**WHAT THE TASK ASKS**:
Your output should be the lines of the entries below, exactly, from the first one through the line that holds "Map reading. Build".

[Collected data entries]
=-=-=

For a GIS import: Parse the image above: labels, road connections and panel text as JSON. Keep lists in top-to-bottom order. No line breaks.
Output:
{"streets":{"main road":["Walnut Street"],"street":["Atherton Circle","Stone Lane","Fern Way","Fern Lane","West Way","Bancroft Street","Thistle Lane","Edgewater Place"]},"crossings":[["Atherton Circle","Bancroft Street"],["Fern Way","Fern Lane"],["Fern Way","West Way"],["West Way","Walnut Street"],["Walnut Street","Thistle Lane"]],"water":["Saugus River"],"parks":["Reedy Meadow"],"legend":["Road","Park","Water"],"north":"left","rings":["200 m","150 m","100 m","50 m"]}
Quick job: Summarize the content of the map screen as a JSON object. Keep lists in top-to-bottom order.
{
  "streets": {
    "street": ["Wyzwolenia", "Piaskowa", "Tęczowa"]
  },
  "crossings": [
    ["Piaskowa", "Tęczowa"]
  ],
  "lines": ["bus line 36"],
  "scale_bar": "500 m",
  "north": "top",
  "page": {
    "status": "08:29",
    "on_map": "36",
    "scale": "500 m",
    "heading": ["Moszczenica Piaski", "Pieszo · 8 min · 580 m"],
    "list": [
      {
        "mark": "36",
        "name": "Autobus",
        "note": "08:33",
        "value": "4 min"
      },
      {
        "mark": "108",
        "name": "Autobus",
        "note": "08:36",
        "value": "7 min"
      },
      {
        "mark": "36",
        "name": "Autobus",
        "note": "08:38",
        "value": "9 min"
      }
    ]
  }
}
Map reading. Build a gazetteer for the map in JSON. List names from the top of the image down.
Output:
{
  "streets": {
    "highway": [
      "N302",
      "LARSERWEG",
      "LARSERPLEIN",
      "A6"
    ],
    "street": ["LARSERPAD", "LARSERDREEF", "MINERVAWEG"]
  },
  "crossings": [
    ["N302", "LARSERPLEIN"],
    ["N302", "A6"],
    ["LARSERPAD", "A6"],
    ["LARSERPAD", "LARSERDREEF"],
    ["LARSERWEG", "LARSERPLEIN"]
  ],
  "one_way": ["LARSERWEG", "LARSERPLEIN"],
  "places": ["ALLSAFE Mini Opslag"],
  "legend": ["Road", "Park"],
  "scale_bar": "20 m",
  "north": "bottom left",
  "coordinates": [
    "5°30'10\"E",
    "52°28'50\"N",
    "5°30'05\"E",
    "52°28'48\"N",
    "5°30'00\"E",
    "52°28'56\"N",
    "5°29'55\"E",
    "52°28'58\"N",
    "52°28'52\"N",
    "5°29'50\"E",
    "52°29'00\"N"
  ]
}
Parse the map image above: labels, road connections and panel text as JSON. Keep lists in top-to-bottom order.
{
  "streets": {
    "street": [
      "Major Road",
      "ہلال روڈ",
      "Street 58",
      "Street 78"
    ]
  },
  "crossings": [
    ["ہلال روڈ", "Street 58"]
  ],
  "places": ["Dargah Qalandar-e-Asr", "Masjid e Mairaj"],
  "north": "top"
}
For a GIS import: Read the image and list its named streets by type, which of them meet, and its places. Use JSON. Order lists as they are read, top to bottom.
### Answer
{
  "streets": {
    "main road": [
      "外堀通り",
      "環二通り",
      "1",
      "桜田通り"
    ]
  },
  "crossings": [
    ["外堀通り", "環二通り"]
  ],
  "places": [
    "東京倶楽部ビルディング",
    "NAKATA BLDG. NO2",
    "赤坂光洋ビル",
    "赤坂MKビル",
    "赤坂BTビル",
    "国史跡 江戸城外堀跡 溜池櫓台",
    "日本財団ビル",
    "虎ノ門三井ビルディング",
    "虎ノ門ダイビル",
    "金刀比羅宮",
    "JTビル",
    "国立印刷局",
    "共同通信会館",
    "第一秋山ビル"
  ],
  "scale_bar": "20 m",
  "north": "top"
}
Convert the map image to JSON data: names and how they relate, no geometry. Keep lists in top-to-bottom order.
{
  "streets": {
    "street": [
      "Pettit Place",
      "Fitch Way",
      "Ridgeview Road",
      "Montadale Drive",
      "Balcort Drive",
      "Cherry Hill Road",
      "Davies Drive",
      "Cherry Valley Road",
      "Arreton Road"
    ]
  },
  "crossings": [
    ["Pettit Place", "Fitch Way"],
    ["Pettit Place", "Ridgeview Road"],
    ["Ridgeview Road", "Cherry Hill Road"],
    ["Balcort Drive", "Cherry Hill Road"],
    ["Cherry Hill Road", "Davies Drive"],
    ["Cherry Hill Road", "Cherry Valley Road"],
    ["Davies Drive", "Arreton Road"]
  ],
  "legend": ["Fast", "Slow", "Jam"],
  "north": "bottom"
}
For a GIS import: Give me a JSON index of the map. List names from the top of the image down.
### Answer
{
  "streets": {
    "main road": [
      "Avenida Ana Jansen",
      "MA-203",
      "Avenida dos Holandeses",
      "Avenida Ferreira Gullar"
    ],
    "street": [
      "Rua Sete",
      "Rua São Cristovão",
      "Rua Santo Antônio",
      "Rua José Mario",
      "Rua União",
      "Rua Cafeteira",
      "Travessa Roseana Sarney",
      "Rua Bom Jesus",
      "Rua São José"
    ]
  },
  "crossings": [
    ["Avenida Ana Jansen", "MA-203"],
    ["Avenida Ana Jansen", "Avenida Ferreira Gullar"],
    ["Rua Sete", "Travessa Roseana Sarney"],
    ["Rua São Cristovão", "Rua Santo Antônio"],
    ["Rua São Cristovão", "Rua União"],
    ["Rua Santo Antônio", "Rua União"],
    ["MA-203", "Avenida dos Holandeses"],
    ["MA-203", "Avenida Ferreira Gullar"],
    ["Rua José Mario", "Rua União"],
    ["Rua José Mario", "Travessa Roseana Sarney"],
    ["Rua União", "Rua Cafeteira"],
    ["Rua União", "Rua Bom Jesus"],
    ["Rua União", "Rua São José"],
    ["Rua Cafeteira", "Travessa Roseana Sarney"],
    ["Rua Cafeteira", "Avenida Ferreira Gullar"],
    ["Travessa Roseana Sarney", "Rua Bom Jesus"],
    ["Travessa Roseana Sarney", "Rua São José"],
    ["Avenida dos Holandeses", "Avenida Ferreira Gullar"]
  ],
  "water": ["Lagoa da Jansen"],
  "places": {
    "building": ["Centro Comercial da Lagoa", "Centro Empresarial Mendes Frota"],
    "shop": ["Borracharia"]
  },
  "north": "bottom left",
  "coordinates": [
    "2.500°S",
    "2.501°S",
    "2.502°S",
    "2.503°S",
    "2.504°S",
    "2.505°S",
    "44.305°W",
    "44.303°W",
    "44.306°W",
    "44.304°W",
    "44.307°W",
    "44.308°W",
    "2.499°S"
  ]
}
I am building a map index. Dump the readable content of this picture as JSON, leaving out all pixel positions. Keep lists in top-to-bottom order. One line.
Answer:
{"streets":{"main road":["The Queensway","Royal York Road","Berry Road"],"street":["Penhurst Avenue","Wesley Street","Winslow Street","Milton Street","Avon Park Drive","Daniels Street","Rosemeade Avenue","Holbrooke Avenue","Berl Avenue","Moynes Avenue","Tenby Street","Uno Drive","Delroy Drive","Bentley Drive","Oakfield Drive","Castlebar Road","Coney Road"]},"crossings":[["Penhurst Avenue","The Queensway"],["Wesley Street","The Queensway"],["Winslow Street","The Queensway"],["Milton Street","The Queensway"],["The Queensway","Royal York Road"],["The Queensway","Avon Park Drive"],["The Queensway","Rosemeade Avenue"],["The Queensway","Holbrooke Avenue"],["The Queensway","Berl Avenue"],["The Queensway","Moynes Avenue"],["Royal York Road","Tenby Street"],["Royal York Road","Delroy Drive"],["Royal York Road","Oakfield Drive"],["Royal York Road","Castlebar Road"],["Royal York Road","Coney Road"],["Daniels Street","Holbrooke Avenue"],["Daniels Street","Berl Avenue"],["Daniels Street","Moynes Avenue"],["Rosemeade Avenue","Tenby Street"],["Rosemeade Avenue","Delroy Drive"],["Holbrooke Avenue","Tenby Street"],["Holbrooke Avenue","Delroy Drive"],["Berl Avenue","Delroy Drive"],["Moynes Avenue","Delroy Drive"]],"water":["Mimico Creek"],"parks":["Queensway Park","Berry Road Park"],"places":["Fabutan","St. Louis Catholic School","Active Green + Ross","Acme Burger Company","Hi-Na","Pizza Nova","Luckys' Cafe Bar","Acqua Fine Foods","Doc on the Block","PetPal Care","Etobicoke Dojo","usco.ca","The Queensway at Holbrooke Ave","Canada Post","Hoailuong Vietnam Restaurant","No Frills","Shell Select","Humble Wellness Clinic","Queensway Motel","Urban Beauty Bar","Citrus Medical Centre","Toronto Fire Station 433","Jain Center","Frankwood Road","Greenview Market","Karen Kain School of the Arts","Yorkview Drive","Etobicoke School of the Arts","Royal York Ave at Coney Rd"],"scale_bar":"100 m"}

=-=-=

**EXPECTED OUTPUT**:
For a GIS import: Parse the image above: labels, road connections and panel text as JSON. Keep lists in top-to-bottom order. No line breaks.
Output:
{"streets":{"main road":["Walnut Street"],"street":["Atherton Circle","Stone Lane","Fern Way","Fern Lane","West Way","Bancroft Street","Thistle Lane","Edgewater Place"]},"crossings":[["Atherton Circle","Bancroft Street"],["Fern Way","Fern Lane"],["Fern Way","West Way"],["West Way","Walnut Street"],["Walnut Street","Thistle Lane"]],"water":["Saugus River"],"parks":["Reedy Meadow"],"legend":["Road","Park","Water"],"north":"left","rings":["200 m","150 m","100 m","50 m"]}
Quick job: Summarize the content of the map screen as a JSON object. Keep lists in top-to-bottom order.
{
  "streets": {
    "street": ["Wyzwolenia", "Piaskowa", "Tęczowa"]
  },
  "crossings": [
    ["Piaskowa", "Tęczowa"]
  ],
  "lines": ["bus line 36"],
  "scale_bar": "500 m",
  "north": "top",
  "page": {
    "status": "08:29",
    "on_map": "36",
    "scale": "500 m",
    "heading": ["Moszczenica Piaski", "Pieszo · 8 min · 580 m"],
    "list": [
      {
        "mark": "36",
        "name": "Autobus",
        "note": "08:33",
        "value": "4 min"
      },
      {
        "mark": "108",
        "name": "Autobus",
        "note": "08:36",
        "value": "7 min"
      },
      {
        "mark": "36",
        "name": "Autobus",
        "note": "08:38",
        "value": "9 min"
      }
    ]
  }
}
Map reading. Build a gazetteer for the map in JSON. List names from the top of the image down.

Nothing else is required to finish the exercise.